First, since the Pignon Scorbion book is a fun throwback to old classic whodunits, with challenging mysteries, humor, colorful characters and no blood or gore, I hope people who read it are entertained by it. The book can transport them back to a simpler, less stressful era and help them forget about the angst in our current society and world while they read it.
Secondly, as I am 77 years old and Scorbion is my first published novel, I hope I can be an example and inspiration to other seniors that you are never too old to pursue your dreams and try something new. I have chased the pot of gold at the end of the rainbow my entire life, and always found the chase to be as much fun as finding the gold.
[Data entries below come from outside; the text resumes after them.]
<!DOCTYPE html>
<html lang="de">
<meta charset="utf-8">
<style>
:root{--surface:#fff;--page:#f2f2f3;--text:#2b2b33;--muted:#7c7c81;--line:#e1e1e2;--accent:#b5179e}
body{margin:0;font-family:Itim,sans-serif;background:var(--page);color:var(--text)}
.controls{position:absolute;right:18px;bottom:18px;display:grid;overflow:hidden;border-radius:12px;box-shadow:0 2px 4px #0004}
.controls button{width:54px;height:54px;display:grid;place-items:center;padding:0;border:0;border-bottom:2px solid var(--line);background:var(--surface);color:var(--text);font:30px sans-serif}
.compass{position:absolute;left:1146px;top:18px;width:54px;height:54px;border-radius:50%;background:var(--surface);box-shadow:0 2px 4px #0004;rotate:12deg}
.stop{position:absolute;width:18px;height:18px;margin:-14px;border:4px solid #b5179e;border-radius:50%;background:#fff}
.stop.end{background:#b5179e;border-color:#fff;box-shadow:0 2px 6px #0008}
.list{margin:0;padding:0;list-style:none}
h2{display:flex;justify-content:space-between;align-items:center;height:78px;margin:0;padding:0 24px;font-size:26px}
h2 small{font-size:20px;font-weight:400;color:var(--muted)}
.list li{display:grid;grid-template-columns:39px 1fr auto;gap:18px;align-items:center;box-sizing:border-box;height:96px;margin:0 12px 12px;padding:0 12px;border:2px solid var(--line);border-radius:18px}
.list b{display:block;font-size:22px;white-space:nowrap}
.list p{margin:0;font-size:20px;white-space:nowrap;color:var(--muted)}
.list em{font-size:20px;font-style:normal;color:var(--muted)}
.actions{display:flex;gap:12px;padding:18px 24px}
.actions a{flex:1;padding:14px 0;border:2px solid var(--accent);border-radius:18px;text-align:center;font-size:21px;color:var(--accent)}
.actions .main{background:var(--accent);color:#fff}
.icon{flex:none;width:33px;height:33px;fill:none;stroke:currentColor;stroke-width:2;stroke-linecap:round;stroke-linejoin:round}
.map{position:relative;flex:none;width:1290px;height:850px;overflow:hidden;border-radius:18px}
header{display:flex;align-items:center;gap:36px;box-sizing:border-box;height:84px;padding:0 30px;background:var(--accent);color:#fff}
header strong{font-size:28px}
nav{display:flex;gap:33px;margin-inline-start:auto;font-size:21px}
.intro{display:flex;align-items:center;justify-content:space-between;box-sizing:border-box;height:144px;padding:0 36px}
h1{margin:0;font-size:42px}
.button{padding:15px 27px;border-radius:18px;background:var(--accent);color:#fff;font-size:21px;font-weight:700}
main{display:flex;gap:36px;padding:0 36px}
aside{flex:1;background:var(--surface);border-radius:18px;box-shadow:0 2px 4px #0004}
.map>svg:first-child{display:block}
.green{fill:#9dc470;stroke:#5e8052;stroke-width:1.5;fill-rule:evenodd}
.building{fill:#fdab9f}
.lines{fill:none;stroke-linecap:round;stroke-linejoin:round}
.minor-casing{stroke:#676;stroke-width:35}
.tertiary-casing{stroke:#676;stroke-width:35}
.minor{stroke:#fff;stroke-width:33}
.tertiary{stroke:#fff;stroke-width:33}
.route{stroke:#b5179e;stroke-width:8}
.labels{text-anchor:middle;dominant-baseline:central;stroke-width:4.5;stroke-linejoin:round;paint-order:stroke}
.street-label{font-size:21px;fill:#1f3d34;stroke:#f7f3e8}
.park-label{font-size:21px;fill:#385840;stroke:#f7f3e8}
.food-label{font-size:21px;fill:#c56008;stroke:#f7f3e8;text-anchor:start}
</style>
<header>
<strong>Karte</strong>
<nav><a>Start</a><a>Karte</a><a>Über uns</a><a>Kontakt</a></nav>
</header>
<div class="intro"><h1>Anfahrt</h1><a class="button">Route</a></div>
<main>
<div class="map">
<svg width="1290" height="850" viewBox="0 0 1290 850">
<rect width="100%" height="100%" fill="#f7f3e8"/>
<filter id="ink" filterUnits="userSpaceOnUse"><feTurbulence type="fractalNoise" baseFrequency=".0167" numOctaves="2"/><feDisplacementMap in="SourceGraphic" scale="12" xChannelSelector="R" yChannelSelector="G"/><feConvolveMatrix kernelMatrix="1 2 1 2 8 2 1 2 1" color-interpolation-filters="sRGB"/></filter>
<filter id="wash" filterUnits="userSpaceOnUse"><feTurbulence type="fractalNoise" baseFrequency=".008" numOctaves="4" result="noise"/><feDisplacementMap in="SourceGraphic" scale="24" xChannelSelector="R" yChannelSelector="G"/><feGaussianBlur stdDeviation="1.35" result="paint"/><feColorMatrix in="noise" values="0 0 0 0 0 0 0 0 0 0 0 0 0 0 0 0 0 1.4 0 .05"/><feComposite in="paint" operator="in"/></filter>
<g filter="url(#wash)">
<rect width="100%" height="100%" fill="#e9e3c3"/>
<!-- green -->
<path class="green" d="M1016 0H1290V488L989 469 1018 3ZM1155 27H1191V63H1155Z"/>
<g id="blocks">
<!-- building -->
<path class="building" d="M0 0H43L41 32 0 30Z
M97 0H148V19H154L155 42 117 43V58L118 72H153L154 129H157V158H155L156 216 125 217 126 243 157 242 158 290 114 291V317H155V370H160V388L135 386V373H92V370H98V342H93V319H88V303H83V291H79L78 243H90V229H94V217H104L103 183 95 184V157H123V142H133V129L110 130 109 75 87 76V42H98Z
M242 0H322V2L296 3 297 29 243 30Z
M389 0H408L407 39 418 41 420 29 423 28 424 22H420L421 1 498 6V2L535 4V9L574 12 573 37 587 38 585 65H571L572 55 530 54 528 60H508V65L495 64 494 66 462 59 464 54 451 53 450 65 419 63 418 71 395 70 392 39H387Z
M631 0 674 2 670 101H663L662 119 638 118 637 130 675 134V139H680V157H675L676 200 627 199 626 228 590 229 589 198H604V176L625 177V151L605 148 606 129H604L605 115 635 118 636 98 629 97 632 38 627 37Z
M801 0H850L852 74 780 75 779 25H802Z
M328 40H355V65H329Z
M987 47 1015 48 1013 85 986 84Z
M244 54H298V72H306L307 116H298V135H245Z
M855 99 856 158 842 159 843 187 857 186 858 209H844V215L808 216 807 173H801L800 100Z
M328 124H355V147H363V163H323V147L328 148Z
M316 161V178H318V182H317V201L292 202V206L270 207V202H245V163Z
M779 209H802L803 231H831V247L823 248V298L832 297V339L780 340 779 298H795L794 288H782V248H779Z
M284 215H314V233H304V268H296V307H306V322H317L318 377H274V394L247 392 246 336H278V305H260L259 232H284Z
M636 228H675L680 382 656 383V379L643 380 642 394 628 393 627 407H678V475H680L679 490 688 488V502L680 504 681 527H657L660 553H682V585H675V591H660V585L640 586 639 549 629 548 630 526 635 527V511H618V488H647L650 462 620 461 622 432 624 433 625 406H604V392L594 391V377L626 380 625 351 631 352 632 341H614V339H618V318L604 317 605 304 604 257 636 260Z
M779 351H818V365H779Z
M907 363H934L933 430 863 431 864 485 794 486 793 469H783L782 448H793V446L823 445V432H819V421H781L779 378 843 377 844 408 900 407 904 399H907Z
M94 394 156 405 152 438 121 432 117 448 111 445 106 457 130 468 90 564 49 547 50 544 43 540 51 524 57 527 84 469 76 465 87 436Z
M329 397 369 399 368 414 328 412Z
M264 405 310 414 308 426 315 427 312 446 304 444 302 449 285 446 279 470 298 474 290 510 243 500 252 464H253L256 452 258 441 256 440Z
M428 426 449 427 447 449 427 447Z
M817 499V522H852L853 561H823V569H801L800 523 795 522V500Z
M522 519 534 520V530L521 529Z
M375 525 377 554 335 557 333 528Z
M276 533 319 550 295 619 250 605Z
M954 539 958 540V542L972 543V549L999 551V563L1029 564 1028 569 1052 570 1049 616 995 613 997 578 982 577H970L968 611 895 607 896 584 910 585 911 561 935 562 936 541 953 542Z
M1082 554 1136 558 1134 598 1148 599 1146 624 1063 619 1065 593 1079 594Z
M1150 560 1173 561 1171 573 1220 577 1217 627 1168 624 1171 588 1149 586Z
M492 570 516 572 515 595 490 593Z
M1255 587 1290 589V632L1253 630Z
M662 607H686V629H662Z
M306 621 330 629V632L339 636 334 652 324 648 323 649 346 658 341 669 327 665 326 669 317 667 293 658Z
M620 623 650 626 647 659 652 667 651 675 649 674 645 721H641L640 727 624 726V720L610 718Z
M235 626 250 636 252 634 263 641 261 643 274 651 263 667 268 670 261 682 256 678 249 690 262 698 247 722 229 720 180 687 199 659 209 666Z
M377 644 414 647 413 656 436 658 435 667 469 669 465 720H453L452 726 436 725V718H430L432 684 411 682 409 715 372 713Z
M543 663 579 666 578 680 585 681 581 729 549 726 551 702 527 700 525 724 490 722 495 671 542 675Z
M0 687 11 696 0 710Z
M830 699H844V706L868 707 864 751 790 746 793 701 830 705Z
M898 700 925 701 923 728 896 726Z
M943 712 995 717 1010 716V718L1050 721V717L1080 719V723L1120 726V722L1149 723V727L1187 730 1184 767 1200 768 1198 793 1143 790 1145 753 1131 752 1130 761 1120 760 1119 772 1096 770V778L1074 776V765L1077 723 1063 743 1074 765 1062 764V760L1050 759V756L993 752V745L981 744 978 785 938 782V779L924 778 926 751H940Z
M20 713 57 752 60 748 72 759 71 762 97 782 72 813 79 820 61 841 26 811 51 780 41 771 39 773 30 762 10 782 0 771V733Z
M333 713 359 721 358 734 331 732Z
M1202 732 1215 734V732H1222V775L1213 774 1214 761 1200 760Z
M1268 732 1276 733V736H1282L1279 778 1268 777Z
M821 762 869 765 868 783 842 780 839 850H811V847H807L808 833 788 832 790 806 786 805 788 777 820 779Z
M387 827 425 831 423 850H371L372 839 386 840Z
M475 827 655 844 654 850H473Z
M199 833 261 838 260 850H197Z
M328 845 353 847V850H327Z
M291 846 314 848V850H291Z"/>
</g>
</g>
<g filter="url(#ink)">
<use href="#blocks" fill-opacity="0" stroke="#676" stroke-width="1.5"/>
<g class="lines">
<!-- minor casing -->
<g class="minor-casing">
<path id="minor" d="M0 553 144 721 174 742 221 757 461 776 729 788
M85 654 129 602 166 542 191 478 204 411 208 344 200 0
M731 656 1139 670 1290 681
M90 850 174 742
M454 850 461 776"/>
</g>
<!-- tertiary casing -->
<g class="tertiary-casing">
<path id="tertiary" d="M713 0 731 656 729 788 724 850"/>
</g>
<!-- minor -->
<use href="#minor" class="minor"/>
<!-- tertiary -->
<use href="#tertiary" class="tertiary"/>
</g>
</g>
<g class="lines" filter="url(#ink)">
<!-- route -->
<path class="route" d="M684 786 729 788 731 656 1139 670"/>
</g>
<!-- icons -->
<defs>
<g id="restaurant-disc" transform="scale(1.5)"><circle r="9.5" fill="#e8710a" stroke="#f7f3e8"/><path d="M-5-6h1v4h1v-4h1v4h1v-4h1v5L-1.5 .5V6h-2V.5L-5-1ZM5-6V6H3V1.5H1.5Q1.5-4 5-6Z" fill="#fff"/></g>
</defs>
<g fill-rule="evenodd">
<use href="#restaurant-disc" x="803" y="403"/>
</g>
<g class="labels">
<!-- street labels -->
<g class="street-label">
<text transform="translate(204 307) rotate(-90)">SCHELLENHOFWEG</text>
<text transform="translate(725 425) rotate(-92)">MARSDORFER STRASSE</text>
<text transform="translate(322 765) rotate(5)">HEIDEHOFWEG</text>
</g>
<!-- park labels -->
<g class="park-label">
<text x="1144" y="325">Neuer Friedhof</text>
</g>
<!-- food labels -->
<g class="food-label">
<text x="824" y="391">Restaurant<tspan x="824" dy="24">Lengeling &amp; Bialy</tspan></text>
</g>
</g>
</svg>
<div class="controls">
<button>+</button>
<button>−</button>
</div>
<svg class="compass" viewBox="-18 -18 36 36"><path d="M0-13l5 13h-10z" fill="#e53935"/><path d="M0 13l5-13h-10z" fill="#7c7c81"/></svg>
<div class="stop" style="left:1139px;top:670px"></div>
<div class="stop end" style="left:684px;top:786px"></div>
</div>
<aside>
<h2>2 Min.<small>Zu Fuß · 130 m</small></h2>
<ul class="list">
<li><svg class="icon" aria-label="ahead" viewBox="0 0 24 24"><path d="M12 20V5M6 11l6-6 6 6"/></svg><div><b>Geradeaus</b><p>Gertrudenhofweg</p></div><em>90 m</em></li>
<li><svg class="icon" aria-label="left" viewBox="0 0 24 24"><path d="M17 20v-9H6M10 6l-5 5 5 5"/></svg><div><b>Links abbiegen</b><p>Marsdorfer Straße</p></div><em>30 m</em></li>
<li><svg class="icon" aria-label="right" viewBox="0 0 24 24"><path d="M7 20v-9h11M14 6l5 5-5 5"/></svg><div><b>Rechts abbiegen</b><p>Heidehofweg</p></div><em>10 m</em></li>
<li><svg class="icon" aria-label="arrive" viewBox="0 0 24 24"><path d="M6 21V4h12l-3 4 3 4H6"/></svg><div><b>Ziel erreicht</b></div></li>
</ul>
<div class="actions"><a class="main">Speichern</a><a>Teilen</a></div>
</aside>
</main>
And I’m not about to stop chasing rainbows now.
Third, Blackstone Publishing and I have launched the book with a campaign that is more like one that would be used for a major motion picture versus a book.
Our marketing campaign is a trans-media, disruptive approach, and includes not only the book but a Pignon Scorbion hidden objects video game app that is available on the Apple & Google Play app stores, a Scorbion theme song that I wrote and recorded which is used in the audiobook and the video trailer, the video book trailer, t-shirts and dog t-shirts and other branded Scorbion merchandise that will be coming, custom graphics, an author logo, and a podcast series of author interviews that I host called Rick Bleiweiss’ Chapter & Verse.
And lastly, while I appreciate the sales that the book industry realizes through Amazon, Barnes & Noble, big box stores and other corporate and on-line booksellers, I am a big believer in the importance of libraries and local independent bookstores and support them wholeheartedly.
Part of how I’m supporting them is by posting a page on my website, Rickbleiweiss.com, that lists over 1,300 independent bookstores across the United States with their contact information.